A Decade of FGF Receptor Research in Bladder Cancer: Past, Present, and Future Challenges

1Section of Experimental Oncology, Leeds Institute of Molecular Medicine, St James’s University Hospital, Leeds LS9 7TF, UK
2Institute of Molecular and Cellular Biology, University of Leeds, Leeds LS2 9JT, UK

Received 31 May 2012; Accepted 17 June 2012

Academic Editor: Nan-Haw Chow

Copyright © 2012 Erica di Martino et al. This is an open access article distributed under the Creative Commons Attribution License, which permits unrestricted use, distribution, and reproduction in any medium, provided the original work is properly cited.

Abstract

Fibroblast growth factors (FGFs) orchestrate a variety of cellular functions by binding to their transmembrane tyrosine-kinase receptors (FGFRs) and activating downstream signalling pathways, including RAS/MAPK, PLCγ1, PI3K, and STATs. In the last ten years, it has become clear that FGF signalling is altered in a high proportion of bladder tumours. Activating mutations and/or overexpression of FGFR3 are common in urothelial tumours with low malignant potential and low-stage and -grade urothelial carcinomas (UCs) and are associated with a lower risk of progression and better survival in some subgroups. FGFR1 is not mutated in UC, but overexpression is frequent in all grades and stages and recent data indicate a role in urothelial epithelial-mesenchymal transition.
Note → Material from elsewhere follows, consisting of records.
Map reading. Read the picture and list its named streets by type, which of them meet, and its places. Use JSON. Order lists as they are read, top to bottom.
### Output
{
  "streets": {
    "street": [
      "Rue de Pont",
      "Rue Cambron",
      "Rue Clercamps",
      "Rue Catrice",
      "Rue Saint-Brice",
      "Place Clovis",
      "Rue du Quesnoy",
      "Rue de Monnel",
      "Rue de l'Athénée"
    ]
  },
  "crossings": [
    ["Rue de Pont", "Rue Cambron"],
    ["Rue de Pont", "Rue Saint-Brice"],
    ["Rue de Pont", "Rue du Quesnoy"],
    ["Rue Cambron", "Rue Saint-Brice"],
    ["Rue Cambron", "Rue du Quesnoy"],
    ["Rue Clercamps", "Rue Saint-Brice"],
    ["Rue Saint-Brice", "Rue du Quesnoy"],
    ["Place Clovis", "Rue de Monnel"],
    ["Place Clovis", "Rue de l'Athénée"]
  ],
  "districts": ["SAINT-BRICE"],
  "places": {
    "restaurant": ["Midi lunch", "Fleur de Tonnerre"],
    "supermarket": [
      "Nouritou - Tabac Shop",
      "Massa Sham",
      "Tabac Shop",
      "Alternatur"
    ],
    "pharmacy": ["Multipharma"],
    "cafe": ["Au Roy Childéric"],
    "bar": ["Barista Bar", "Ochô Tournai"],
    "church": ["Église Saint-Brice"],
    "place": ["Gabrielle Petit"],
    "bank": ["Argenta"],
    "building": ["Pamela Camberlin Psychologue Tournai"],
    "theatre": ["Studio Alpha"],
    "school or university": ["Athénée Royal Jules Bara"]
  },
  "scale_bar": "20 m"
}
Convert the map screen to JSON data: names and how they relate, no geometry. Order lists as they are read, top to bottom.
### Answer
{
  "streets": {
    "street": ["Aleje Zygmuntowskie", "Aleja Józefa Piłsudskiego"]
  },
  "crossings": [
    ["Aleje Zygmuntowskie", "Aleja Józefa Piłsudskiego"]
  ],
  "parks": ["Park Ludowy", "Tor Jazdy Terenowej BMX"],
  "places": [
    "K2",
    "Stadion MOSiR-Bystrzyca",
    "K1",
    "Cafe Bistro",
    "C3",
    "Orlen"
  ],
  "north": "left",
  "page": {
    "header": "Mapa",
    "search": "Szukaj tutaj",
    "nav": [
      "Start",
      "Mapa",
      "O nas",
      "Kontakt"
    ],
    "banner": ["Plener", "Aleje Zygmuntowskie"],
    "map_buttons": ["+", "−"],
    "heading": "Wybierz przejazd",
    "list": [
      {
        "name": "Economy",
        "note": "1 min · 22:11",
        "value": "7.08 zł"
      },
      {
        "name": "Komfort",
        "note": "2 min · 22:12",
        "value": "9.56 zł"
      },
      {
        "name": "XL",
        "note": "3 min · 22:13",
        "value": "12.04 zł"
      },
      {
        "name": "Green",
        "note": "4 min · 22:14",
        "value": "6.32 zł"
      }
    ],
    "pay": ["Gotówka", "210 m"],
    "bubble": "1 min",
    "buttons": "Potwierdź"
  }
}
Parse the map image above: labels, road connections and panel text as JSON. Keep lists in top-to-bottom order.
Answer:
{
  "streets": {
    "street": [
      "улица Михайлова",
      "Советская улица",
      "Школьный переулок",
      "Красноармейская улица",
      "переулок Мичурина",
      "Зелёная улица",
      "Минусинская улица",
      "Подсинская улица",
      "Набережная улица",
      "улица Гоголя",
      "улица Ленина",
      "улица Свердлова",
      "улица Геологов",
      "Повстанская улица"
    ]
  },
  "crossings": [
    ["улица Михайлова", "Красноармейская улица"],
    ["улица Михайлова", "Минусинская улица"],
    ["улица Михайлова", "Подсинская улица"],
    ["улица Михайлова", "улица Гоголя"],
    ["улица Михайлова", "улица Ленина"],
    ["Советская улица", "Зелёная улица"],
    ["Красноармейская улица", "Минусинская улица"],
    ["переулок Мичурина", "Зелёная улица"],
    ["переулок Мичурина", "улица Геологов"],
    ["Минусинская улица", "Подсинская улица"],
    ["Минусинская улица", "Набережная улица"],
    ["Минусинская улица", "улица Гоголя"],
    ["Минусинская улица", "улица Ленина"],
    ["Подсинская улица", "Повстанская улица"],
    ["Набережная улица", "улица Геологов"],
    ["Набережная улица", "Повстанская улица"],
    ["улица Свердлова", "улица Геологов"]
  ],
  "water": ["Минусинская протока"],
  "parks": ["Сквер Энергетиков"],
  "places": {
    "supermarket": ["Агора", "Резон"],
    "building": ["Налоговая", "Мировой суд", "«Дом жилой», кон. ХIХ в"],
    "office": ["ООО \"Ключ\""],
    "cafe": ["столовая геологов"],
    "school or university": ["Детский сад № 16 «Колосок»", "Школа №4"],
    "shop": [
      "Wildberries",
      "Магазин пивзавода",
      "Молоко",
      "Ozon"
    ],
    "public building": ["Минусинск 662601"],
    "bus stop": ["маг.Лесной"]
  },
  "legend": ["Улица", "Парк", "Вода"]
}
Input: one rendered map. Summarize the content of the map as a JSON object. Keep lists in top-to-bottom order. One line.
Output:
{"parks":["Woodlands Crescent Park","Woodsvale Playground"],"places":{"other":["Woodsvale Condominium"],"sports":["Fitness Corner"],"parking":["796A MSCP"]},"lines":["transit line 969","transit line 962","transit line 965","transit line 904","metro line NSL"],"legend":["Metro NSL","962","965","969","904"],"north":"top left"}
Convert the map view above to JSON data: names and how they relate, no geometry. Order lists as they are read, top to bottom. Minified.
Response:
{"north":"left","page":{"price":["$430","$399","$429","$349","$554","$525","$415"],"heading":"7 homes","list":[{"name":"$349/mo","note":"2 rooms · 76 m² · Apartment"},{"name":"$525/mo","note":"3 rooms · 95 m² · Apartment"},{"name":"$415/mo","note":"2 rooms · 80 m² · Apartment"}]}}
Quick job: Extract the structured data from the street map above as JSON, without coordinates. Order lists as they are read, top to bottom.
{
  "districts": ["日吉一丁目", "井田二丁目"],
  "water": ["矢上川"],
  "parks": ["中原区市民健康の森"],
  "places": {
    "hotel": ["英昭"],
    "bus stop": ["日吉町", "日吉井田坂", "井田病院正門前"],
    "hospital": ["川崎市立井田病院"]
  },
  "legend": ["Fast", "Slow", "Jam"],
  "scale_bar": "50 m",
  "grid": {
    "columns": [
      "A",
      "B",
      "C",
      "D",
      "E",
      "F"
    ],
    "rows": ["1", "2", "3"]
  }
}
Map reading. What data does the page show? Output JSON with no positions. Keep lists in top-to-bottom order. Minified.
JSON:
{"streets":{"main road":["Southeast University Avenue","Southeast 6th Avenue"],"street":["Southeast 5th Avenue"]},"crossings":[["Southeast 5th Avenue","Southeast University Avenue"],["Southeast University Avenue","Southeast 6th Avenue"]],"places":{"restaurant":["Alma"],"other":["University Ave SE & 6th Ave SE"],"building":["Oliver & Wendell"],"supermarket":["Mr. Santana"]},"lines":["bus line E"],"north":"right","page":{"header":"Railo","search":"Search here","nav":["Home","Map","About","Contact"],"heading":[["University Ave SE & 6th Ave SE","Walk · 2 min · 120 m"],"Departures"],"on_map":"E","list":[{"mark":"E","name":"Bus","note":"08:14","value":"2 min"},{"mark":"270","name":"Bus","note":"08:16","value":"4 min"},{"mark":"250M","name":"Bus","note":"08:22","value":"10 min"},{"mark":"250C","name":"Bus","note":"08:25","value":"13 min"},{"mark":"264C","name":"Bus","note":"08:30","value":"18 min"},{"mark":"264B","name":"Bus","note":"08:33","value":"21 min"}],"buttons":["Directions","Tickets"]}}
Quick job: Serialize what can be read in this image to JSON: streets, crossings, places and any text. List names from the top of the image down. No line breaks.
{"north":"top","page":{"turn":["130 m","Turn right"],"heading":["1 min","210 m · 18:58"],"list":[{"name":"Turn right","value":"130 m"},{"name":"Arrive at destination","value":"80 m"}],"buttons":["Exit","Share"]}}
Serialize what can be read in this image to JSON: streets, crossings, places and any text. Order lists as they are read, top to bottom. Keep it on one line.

In vitro and in vivo studies have shown that FGFR inhibition has cytotoxic and/or cytostatic effects in FGFR-dependent bladder cancer cells and FGFR-targeted agents are currently being investigated in clinical studies for the treatment of UC. Urine-based tests detecting common FGFR3 mutations are also under development for surveillance of low-grade and -stage tumours and for general population screening. Overall, FGFRs hold promise as therapeutic targets, diagnostic and prognostic markers, and screening tools for early detection and clinical management of UC.